*BRIEF*.
Reproduce every entry exactly as given.

◆ ◆ ◆ ◆ ◆

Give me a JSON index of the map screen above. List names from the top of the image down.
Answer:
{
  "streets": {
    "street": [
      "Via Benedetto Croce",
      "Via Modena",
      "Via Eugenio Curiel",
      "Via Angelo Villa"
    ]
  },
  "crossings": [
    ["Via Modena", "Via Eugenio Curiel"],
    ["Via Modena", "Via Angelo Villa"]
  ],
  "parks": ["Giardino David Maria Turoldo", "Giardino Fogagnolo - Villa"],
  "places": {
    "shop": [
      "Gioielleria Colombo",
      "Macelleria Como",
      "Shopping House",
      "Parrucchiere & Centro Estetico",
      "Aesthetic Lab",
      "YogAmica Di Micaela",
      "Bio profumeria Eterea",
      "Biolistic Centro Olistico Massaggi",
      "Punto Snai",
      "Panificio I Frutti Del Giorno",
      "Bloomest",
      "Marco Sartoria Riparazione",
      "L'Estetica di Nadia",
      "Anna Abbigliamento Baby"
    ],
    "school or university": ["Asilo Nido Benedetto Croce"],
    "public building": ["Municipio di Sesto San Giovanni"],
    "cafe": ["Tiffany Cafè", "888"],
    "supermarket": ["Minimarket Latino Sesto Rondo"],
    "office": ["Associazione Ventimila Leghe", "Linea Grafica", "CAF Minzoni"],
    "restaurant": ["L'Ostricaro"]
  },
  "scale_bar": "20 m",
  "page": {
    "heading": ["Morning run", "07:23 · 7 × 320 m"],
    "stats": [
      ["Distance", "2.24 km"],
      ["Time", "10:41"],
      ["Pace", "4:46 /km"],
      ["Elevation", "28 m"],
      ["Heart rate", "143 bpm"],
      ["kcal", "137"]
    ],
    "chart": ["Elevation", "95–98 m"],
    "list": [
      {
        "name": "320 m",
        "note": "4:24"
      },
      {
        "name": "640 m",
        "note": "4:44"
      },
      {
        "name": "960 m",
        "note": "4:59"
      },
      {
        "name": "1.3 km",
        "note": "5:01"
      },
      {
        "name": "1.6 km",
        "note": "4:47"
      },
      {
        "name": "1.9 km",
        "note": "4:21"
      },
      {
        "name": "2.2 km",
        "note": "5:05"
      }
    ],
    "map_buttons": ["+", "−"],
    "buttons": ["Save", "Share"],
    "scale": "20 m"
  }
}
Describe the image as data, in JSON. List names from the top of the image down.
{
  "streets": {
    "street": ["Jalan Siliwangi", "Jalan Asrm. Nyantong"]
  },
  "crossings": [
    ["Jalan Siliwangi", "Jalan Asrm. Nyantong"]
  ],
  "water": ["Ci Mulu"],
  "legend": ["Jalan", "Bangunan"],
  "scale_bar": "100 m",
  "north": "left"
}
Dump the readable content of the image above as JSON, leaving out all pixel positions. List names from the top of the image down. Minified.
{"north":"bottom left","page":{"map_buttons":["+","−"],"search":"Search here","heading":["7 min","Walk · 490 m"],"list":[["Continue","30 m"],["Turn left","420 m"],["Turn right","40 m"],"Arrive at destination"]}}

◆ ◆ ◆ ◆ ◆

*PROBLEM SOLUTION*.
Give me a JSON index of the map screen above. List names from the top of the image down.
Answer:
{
  "streets": {
    "street": [
      "Via Benedetto Croce",
      "Via Modena",
      "Via Eugenio Curiel",
      "Via Angelo Villa"
    ]
  },
  "crossings": [
    ["Via Modena", "Via Eugenio Curiel"],
    ["Via Modena", "Via Angelo Villa"]
  ],
  "parks": ["Giardino David Maria Turoldo", "Giardino Fogagnolo - Villa"],
  "places": {
    "shop": [
      "Gioielleria Colombo",
      "Macelleria Como",
      "Shopping House",
      "Parrucchiere & Centro Estetico",
      "Aesthetic Lab",
      "YogAmica Di Micaela",
      "Bio profumeria Eterea",
      "Biolistic Centro Olistico Massaggi",
      "Punto Snai",
      "Panificio I Frutti Del Giorno",
      "Bloomest",
      "Marco Sartoria Riparazione",
      "L'Estetica di Nadia",
      "Anna Abbigliamento Baby"
    ],
    "school or university": ["Asilo Nido Benedetto Croce"],
    "public building": ["Municipio di Sesto San Giovanni"],
    "cafe": ["Tiffany Cafè", "888"],
    "supermarket": ["Minimarket Latino Sesto Rondo"],
    "office": ["Associazione Ventimila Leghe", "Linea Grafica", "CAF Minzoni"],
    "restaurant": ["L'Ostricaro"]
  },
  "scale_bar": "20 m",
  "page": {
    "heading": ["Morning run", "07:23 · 7 × 320 m"],
    "stats": [
      ["Distance", "2.24 km"],
      ["Time", "10:41"],
      ["Pace", "4:46 /km"],
      ["Elevation", "28 m"],
      ["Heart rate", "143 bpm"],
      ["kcal", "137"]
    ],
    "chart": ["Elevation", "95–98 m"],
    "list": [
      {
        "name": "320 m",
        "note": "4:24"
      },
      {
        "name": "640 m",
        "note": "4:44"
      },
      {
        "name": "960 m",
        "note": "4:59"
      },
      {
        "name": "1.3 km",
        "note": "5:01"
      },
      {
        "name": "1.6 km",
        "note": "4:47"
      },
      {
        "name": "1.9 km",
        "note": "4:21"
      },
      {
        "name": "2.2 km",
        "note": "5:05"
      }
    ],
    "map_buttons": ["+", "−"],
    "buttons": ["Save", "Share"],
    "scale": "20 m"
  }
}
Describe the image as data, in JSON. List names from the top of the image down.
{
  "streets": {
    "street": ["Jalan Siliwangi", "Jalan Asrm. Nyantong"]
  },
  "crossings": [
    ["Jalan Siliwangi", "Jalan Asrm. Nyantong"]
  ],
  "water": ["Ci Mulu"],
  "legend": ["Jalan", "Bangunan"],
  "scale_bar": "100 m",
  "north": "left"
}
Dump the readable content of the image above as JSON, leaving out all pixel positions. List names from the top of the image down. Minified.
{"north":"bottom left","page":{"map_buttons":["+","−"],"search":"Search here","heading":["7 min","Walk · 490 m"],"list":[["Continue","30 m"],["Turn left","420 m"],["Turn right","40 m"],"Arrive at destination"]}}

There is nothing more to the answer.